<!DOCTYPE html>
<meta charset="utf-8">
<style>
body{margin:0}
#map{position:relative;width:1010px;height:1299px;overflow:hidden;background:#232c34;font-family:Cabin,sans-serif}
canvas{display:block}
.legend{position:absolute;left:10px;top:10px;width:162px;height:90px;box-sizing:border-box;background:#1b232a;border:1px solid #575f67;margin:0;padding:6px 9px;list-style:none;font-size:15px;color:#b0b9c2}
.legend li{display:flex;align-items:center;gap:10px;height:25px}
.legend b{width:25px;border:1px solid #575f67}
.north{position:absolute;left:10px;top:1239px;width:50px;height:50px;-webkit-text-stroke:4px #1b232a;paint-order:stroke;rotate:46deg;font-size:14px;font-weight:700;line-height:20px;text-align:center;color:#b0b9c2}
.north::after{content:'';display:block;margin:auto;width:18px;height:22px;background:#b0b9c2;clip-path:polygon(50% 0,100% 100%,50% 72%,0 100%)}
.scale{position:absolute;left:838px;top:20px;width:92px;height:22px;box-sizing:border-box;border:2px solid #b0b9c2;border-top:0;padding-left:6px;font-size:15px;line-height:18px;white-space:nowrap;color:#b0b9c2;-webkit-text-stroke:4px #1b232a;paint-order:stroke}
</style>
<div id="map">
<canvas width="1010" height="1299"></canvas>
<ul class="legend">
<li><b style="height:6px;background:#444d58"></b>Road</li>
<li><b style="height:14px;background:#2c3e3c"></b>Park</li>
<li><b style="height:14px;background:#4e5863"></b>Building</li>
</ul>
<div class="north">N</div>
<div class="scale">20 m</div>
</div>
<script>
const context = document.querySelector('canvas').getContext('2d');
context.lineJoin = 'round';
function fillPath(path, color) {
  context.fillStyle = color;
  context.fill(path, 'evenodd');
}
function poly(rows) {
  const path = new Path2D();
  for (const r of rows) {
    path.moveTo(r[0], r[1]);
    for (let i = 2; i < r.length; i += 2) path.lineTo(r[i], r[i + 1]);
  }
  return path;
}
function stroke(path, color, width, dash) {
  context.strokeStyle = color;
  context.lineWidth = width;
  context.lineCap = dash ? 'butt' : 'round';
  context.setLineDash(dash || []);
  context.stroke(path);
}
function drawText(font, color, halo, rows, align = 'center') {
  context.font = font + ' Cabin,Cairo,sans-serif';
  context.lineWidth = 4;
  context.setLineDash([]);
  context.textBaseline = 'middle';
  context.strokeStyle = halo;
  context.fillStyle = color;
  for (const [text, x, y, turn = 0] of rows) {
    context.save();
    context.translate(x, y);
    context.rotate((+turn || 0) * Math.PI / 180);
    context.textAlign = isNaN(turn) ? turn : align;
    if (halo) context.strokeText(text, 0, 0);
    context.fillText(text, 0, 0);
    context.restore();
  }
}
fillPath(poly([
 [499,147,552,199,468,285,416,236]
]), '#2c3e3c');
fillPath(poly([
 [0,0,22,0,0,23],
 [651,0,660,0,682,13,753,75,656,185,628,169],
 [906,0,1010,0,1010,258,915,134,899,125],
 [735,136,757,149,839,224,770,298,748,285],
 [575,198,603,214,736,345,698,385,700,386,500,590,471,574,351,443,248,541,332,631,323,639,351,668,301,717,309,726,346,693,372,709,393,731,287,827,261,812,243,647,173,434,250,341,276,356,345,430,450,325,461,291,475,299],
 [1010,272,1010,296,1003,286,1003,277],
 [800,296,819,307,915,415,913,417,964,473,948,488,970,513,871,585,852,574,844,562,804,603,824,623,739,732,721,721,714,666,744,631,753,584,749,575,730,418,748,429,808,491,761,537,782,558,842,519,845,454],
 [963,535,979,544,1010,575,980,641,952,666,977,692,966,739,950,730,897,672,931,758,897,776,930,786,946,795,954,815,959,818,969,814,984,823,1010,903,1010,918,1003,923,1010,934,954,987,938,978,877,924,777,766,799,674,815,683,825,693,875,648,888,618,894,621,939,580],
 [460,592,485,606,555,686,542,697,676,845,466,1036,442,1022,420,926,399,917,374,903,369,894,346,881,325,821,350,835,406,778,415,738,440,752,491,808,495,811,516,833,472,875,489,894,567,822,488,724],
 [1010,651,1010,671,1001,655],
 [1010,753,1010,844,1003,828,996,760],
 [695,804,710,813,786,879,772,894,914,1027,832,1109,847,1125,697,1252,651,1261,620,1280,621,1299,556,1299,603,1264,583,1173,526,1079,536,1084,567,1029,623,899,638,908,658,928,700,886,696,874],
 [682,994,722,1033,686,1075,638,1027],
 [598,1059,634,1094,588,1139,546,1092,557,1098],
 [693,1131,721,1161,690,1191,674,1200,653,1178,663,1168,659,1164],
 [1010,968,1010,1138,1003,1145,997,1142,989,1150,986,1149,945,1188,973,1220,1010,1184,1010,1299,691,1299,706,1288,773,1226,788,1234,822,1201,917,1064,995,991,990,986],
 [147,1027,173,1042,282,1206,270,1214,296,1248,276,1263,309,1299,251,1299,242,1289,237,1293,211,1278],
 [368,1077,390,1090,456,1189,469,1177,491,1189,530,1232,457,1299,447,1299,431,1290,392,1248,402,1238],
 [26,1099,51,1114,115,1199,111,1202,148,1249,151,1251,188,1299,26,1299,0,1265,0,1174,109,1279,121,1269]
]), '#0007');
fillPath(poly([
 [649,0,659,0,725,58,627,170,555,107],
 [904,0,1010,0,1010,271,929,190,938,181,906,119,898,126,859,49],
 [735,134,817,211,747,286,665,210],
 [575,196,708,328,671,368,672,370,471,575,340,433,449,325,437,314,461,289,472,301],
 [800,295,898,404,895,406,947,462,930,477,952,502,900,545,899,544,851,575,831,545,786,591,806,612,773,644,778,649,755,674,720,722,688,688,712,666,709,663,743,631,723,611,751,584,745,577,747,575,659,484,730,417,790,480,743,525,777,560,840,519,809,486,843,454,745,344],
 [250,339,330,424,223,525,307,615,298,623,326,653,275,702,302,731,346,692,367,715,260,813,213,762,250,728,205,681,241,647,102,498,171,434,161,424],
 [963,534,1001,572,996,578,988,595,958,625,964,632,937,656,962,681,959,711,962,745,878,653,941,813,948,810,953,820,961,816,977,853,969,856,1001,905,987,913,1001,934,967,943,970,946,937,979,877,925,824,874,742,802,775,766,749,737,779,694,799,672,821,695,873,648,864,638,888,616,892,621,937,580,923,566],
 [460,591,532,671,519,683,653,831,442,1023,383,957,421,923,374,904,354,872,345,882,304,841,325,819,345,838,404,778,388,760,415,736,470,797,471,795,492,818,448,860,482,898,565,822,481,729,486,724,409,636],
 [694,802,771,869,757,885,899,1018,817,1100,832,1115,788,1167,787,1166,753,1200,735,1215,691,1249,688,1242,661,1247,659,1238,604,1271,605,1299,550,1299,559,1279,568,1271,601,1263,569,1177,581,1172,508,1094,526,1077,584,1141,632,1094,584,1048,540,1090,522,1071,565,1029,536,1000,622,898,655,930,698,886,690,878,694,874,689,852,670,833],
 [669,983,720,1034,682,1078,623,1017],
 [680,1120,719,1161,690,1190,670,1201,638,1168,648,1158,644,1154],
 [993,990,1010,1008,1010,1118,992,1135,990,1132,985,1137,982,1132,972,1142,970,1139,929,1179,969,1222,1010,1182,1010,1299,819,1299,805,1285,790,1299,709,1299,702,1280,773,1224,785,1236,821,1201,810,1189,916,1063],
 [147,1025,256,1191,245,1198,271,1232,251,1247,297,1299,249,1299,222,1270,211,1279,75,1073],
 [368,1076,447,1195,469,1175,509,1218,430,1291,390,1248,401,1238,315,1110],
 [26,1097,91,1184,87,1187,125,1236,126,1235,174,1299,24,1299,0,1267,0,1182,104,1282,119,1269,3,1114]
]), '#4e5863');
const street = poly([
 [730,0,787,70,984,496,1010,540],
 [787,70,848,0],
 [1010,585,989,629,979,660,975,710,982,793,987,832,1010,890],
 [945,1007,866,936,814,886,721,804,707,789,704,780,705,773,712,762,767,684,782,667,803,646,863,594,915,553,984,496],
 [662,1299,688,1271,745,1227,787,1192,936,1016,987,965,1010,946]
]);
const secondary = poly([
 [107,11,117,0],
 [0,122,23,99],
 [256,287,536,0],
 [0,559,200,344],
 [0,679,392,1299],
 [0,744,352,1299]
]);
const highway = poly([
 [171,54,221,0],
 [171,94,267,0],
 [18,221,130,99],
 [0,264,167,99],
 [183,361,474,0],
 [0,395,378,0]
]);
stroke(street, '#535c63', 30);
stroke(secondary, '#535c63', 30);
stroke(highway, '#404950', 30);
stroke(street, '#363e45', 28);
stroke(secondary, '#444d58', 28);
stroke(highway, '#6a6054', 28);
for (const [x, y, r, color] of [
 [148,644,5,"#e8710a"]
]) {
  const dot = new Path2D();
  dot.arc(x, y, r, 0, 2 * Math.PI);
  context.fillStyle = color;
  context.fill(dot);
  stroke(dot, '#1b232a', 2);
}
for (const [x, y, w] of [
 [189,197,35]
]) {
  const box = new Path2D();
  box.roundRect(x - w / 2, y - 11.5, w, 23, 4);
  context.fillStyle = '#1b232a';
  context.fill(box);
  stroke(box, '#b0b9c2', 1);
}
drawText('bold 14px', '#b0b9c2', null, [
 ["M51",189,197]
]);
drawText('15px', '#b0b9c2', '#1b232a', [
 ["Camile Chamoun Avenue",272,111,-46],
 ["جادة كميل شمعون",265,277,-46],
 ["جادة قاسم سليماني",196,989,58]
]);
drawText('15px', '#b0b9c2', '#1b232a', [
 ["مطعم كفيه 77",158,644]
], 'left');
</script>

===

Whenever "function" occurs in a line of the entries, copy that line.

# Solved exercise:
function fillPath(path, color) {
function poly(rows) {
function stroke(path, color, width, dash) {
function drawText(font, color, halo, rows, align = 'center') {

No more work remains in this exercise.